Não sei se o filme pode ser enquadrado naquela máxima 'ame ou odeie", mas a quem defenda e a quem acuse Franco de sádico devido as imensas torturas físicas e psicológicas sofridas por Alejandra, que são dignas de qualquer slasher movie por aí. O tal do "bullying" aqui é elevado ao extremo, mas claro longe as covardias efetuadas ao corpo de Alejandra as cicatrizes mentais são muito mais impactantes. Talvez a intenção de Franco tenha sido chocar ao máximo mesmo, pois os abusos são praticados com uma frieza extrema sem nenhum remorso pelos estudantes. Em tempos de bullying e ciber-bullying, onde a violência está transvestida de brincadeira, de piada ou de “trollagem”, essa obra revela a crueza da maldade por trás de tais atos. O mais estranho e que nenhum tenta ajuda-la todos parecem urubus na carniça, prontos para acoita-la e desmoraliza-la de forma mais avassaladora possível. Chama atenção também em tempos dessa era moderna, onde tudo tem que ser registrado, o fato de Alejandra ter deixado ter sido filmada, talvez até pelo fato de estar um pouco embriagada. E olha que isso rolou aqui na minha cidade também, a menina teve até que se mudar...

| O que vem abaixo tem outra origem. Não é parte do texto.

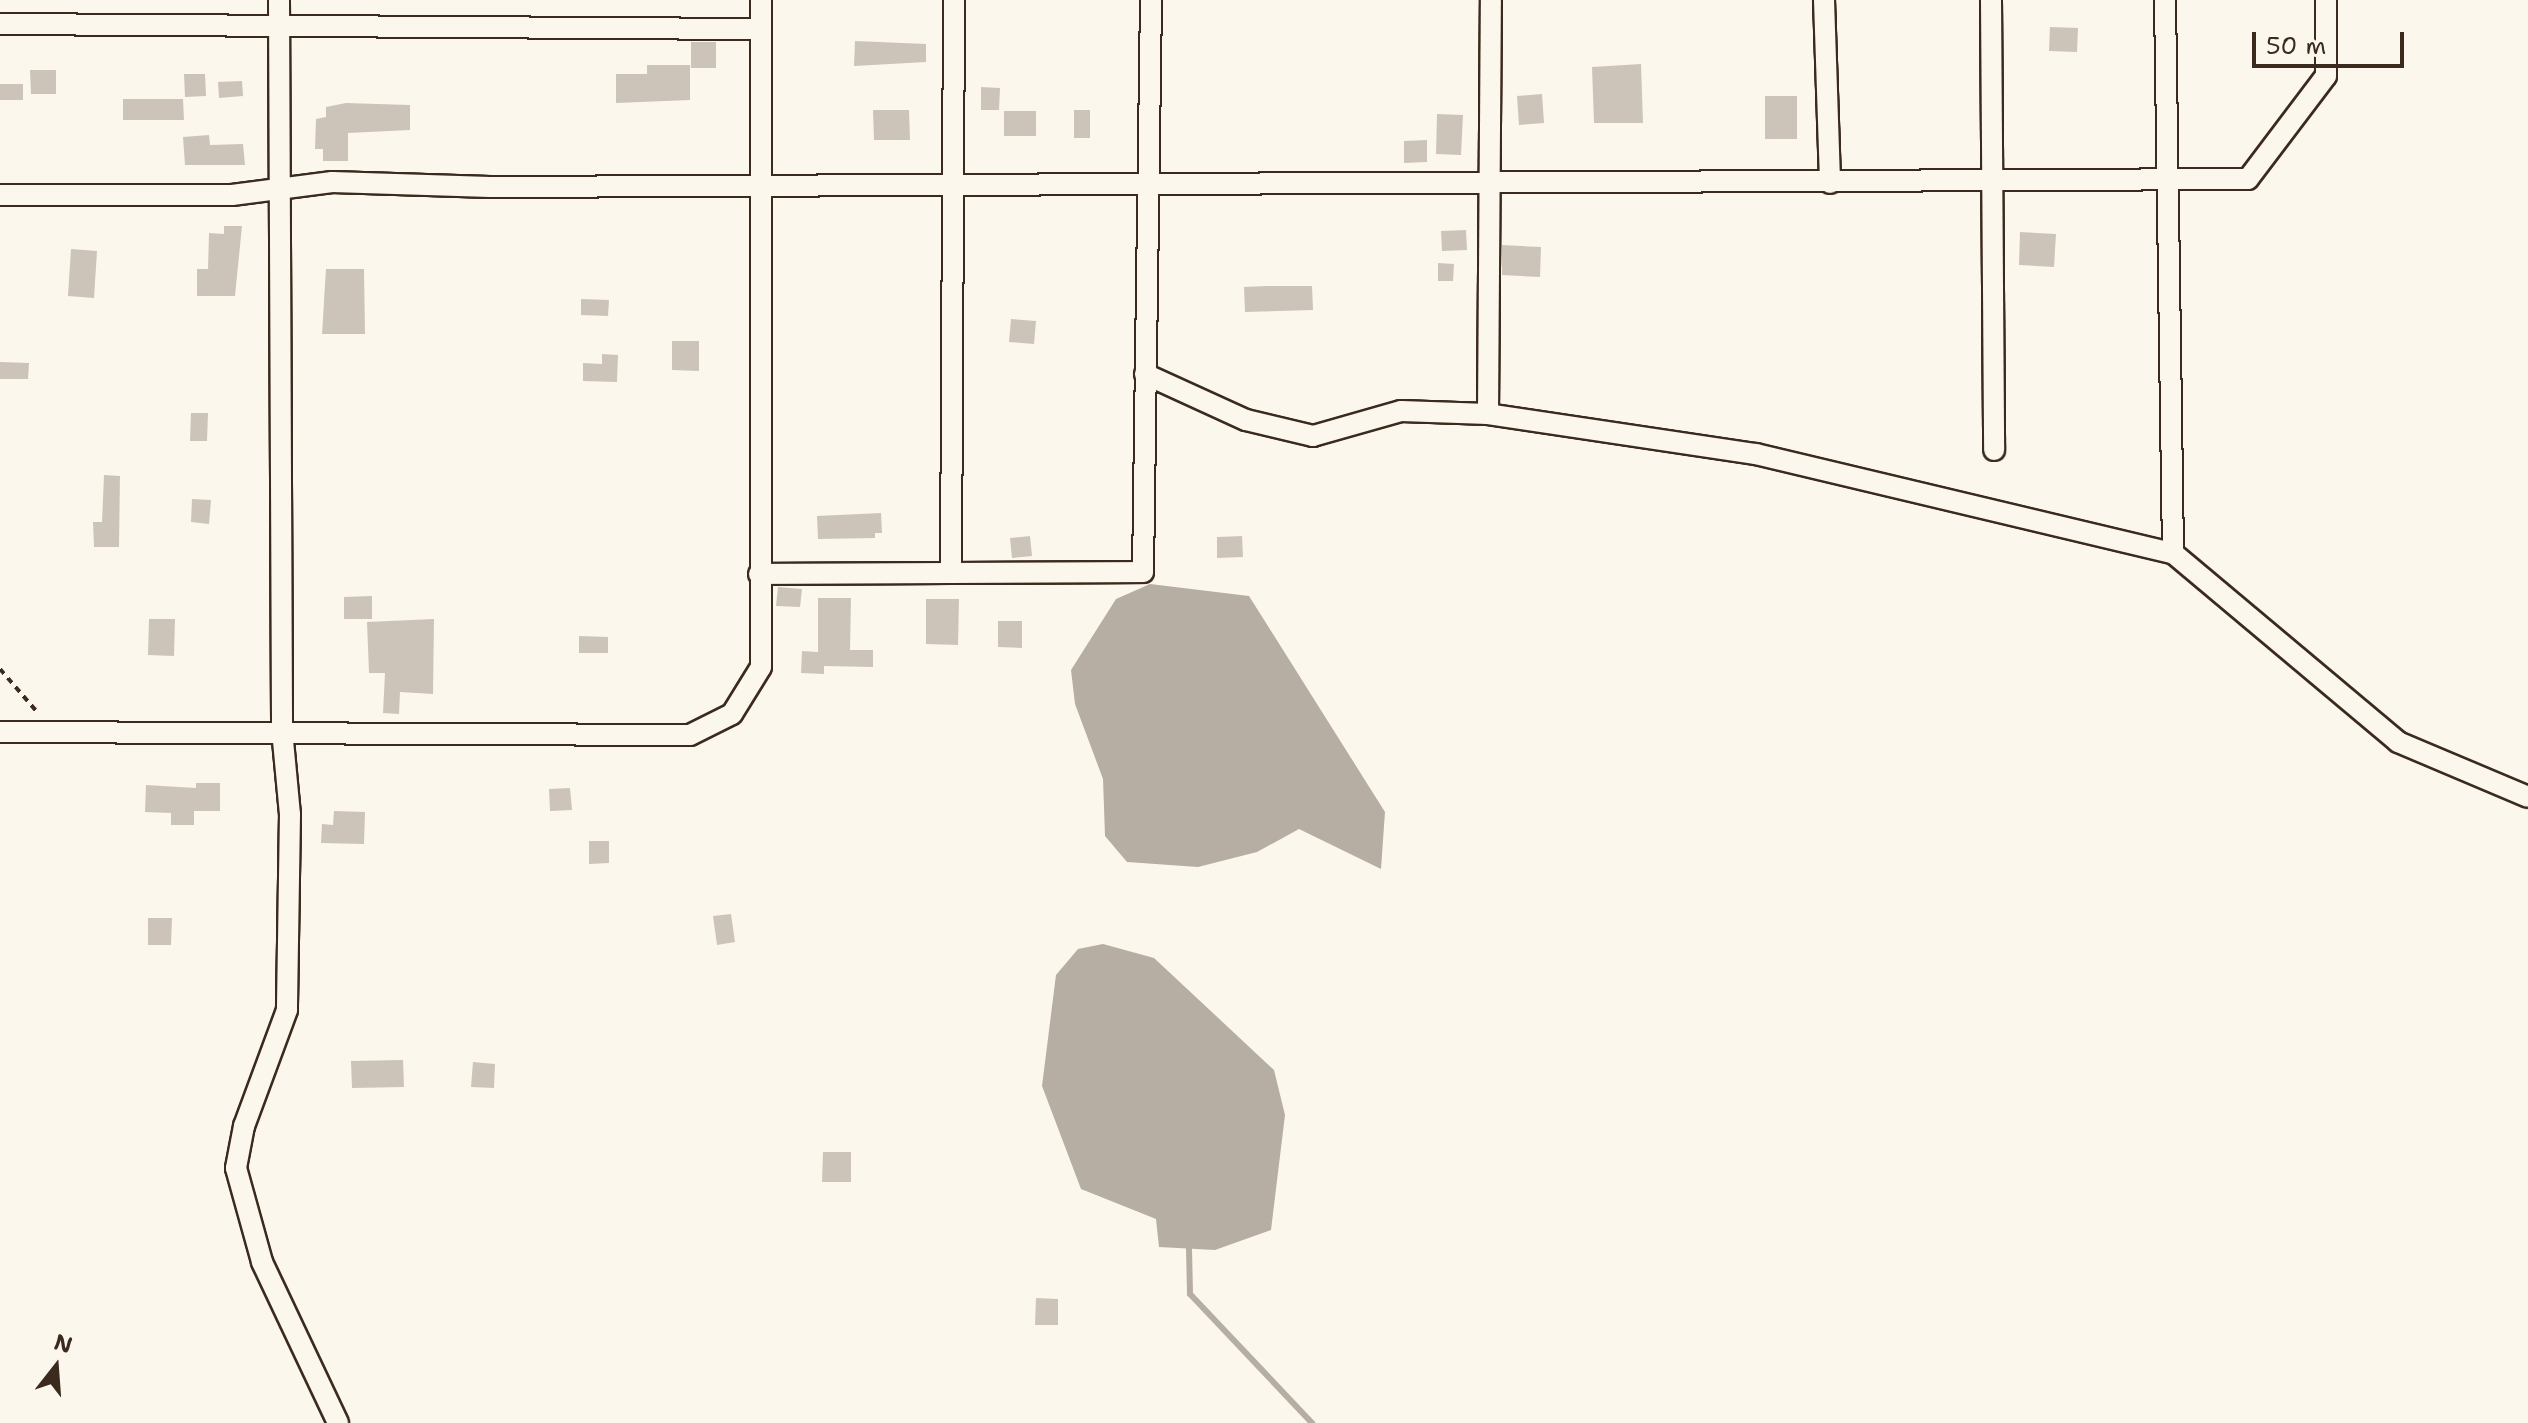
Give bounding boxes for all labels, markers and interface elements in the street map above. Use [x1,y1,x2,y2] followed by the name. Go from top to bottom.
[2256,16,2408,66] scale bar
[2266,30,2326,62] text: 50 m
[16,1327,96,1407] north arrow
[51,1327,76,1360] text: N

Na parte técnica, Michel Franco utiliza uma câmera estática, dura e parada, cortes lentos e planos arrastados o que as vezes até quebra um pouco o ritmo da narrativa, nada que comprometa tanto a narrativa. Já o elenco de apoio, formado em grande maioria por jovens e adolescentes estão nada menos do que excepcionais, demonstrando tamanha naturalidade nas cenas mais pesadas, fazendo com o que realidade ficcional seja construída sem artifícios e justamente por isso o sofrimento de Ale torna-se tão difícil de encarar. Já da dupla principal, Gonzalo Veja Jr. está fantástico como Roberto, o pai depressivo. Diante da tristeza em que se encontra e as dificuldades no novo trabalho é após a descoberta das agressões a filha que sua personalidade explode. Mesmo com excelentes trabalho da equipe técnica e do grupo de apoio é Tessa Ia que carrega a fita nas costas. Seus olhar focado no vazio é de arrepiar, suas expressões acabam com nossa mente e a degradação do seu ser nos espanca, no misto de compaixão que sentimos por ela, existe espaço também para indignação para sua conivência, talvez seu silêncio seja pela vergonha ou desprezo...

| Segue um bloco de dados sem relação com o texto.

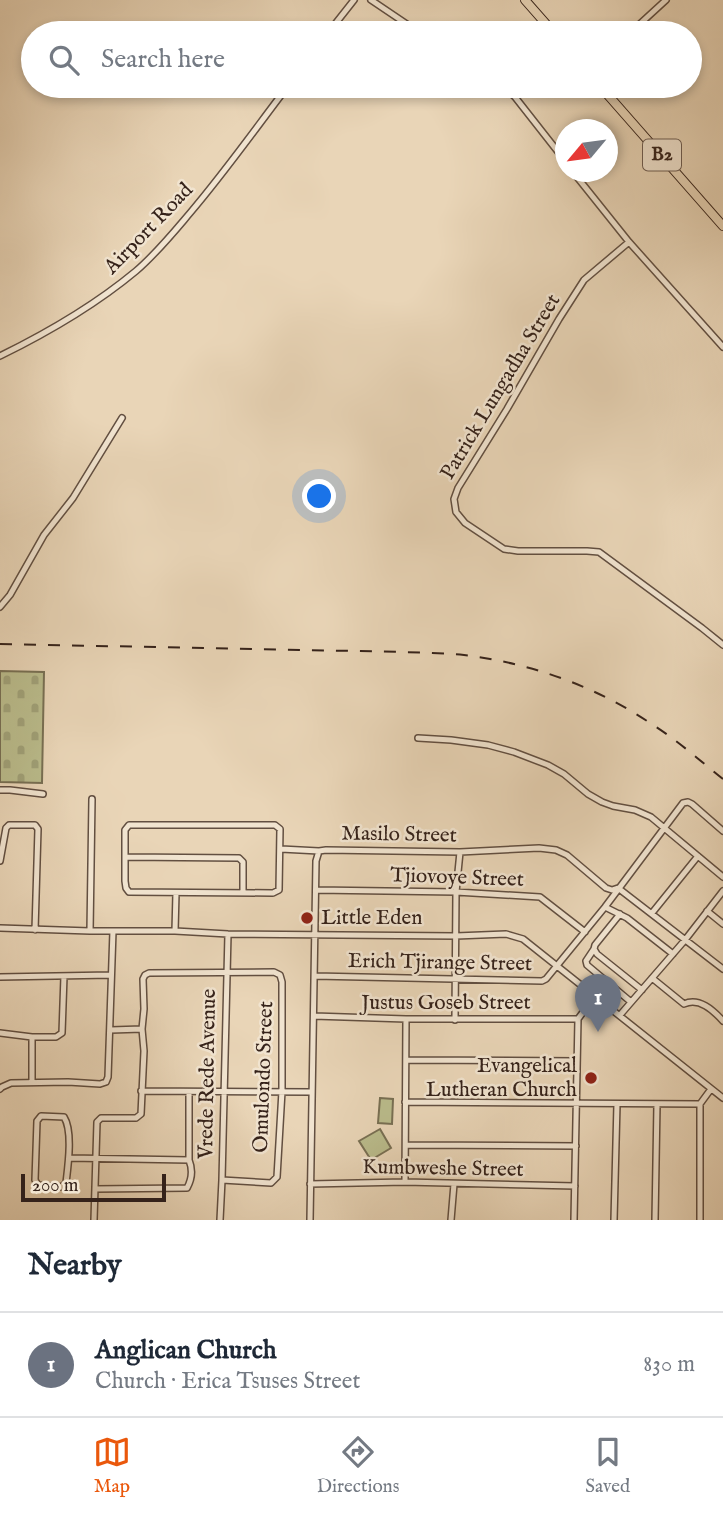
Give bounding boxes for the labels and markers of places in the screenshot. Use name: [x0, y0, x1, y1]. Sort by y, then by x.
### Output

O filme foi premiado em Cannes e era o representante do México para o Oscar na categoria de Melhor Filme Estrangeiro em 2013, ficou de fora, uma pena. Talvez e o péssimo e velho conservadorismo da academia tem fechado os olhos para o inferno de Alejandra. Uma coisa muito engraçada que acontece com o agressor é que talvez o que mais lhe motive seja a sensação de poder que o rodeia e quando essa sensação foge o desespero bate a parte. Digo isso pois o filme mostra os "grupos" que existem hoje não só em escolas, mas também no trabalho e vários outros campos da sociedade onde estabelecem suas próprias regras e muitas das vezes sem limites sem ligar momentaneamente para as consequências de seus atos.

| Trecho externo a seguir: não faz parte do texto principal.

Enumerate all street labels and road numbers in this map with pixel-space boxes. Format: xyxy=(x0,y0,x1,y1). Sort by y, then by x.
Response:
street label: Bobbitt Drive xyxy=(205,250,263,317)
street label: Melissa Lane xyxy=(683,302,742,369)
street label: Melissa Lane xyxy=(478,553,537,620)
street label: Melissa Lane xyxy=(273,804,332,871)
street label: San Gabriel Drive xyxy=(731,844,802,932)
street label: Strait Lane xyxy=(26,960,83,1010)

O filme é bem simples. Simples como o mal. O mal puro e propriamente dito, que toma tons de vingança no seu final. Vários filmes e mídias já exibiram situações em que uma pessoa simples, honesta e aparentemente "normal" vê sua personalidade totalmente alterada devido a um ocorrido devastador. Isso tudo é retratado pelo diretor de forma crua, é exibido na tela e pronto. Doa a quem doer. E outra a humilhação que Alejandra compadece a ter seu corpo exibido, ora bolas, a mulher tem que se precaver também. Esse negócio de "vou filmar só pra gente" já está obsoleto demais, é óbvio que qualquer término drástico o tal "filmado pra gente" se tornará "filmado pro redtube" e whatsapp por aí. Saindo um pouco fora, o governo deveria criar medidas e situações para tentar coibir essa prática e alertar pais e jovens. Há um interesse na bola de neve de um grão de arroz com a provocação de um polêmico problema, que parece não ser tão grave assim: o vexame social. O mutismo da garota em não denunciar seus agressores pode ser encarado como um exagero do diretor, para simplesmente chocar e fazer da personagem uma espécie de ser superior, estoico. Mas, há pesquisas que mostram que a maioria das vítimas de agressão por bullying não relatam o sofrimento que passam. O fato é que Michel Franco conseguiu chamar atenção para um universo em que os adultos ainda continuam omissos. No caso específico do México, essa omissão tem até mesmo respaldo do Estado: a polícia não pode interrogar menores de idade...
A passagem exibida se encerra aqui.